The Central Bank of Nigeria (CBN) has granted Bureau de Change (BDC) operators temporary access to purchase up to $25,000 in foreign exchange weekly from the Nigerian Foreign Exchange Market (NFEM). This measure, aimed at addressing increased retail demand for foreign exchange during the festive season, will be in effect from December 19, 2024, to January 30, 2025.
In a circular dated December 19, 2024, signed by T.G. Allu on behalf of the acting Director of the Trade and Exchange Department, the CBN explained that transactions under this arrangement would occur at the prevailing NFEM rate.
Key Provisions of the Temporary Arrangement:
- Weekly Limit: Each BDC operator is permitted to purchase up to $25,000 per week.

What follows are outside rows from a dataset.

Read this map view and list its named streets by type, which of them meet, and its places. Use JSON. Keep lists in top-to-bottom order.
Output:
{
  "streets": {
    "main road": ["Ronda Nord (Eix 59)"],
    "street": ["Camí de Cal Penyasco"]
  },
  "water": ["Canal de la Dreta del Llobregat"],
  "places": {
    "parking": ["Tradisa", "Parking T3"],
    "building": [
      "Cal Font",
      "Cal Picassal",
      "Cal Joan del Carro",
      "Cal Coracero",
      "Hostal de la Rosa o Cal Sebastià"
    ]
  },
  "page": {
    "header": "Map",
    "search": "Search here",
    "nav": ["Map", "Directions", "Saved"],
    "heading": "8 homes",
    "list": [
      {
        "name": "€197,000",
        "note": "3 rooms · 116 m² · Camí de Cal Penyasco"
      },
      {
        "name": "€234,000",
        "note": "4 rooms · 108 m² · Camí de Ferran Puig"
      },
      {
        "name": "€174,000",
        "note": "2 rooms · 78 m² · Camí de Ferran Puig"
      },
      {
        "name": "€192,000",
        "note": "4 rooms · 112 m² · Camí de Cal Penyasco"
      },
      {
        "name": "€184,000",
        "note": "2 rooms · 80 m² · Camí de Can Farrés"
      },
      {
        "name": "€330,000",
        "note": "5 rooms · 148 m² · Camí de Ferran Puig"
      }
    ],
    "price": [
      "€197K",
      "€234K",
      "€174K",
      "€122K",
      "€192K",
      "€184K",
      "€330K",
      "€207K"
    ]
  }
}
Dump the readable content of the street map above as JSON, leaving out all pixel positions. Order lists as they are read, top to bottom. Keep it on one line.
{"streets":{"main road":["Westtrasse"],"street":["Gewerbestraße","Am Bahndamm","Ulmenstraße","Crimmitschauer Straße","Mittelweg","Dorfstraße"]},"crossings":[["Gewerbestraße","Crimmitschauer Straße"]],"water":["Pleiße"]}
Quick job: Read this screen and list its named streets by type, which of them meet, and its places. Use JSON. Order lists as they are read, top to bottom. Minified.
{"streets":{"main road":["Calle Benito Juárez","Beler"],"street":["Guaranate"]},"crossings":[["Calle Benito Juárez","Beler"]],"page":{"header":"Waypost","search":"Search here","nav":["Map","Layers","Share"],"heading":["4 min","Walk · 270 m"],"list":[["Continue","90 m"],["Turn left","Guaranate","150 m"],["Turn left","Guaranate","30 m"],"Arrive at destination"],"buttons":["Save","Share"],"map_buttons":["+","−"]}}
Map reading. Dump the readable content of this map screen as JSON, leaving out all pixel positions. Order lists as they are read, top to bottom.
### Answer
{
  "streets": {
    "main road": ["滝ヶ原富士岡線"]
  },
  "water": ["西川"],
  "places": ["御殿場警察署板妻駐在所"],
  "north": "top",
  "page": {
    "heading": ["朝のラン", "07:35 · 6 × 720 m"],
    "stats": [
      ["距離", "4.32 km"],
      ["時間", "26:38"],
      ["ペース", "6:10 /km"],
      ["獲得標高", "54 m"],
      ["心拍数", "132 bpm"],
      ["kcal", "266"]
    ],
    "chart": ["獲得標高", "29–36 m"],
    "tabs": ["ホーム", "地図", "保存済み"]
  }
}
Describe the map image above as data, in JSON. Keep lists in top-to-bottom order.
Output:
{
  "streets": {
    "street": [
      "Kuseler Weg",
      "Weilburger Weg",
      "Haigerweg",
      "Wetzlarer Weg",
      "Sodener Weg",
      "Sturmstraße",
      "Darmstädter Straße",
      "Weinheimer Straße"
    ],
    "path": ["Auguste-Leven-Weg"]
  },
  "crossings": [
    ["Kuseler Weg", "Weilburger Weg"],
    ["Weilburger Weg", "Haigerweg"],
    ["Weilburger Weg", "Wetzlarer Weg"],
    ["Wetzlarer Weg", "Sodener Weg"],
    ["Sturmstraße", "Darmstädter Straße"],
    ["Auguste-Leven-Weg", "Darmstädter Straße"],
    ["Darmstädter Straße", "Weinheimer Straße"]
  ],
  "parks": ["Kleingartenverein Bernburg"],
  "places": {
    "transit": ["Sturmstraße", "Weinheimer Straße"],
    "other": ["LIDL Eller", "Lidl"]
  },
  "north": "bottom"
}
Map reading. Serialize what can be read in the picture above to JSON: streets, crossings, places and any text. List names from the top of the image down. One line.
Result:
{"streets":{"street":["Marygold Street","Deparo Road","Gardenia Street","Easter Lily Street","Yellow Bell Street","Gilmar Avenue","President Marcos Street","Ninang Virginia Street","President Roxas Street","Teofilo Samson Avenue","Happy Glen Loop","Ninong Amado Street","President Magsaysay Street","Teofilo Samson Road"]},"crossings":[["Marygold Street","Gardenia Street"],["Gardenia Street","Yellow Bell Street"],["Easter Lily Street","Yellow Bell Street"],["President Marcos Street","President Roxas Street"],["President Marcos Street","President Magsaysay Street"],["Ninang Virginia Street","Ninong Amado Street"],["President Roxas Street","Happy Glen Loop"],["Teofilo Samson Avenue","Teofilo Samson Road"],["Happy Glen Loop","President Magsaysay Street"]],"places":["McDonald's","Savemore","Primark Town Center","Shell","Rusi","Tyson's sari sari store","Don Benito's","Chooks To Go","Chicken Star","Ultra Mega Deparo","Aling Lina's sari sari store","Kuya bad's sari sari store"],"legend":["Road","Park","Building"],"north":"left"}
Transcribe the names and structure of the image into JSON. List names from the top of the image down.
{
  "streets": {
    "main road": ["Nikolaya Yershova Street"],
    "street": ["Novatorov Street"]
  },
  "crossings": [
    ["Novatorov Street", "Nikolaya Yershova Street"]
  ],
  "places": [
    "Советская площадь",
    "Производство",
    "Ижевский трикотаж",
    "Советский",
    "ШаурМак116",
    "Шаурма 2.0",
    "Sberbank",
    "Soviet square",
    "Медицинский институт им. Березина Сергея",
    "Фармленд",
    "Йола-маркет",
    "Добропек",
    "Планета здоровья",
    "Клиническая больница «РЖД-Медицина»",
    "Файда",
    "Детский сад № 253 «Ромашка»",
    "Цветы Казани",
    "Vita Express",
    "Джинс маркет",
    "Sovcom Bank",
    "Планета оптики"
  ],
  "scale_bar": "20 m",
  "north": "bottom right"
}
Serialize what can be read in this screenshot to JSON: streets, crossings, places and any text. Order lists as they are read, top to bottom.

- Single Dealer Rule: BDCs may transact with only one authorized dealer of their choice.
- Account Funding: Operators are required to fully fund their accounts before accessing the market.
- Pricing Spread: A maximum spread of 1% is allowed when BDCs price foreign exchange for retail end-users.
- Transaction Reporting: All transactions under this arrangement must be reported to the CBN’s Trade and Exchange Department.
The initiative is designed to ensure the availability of foreign exchange during the holiday season, supporting the CBN’s efforts to maintain stability in the FX market while addressing seasonal retail demand.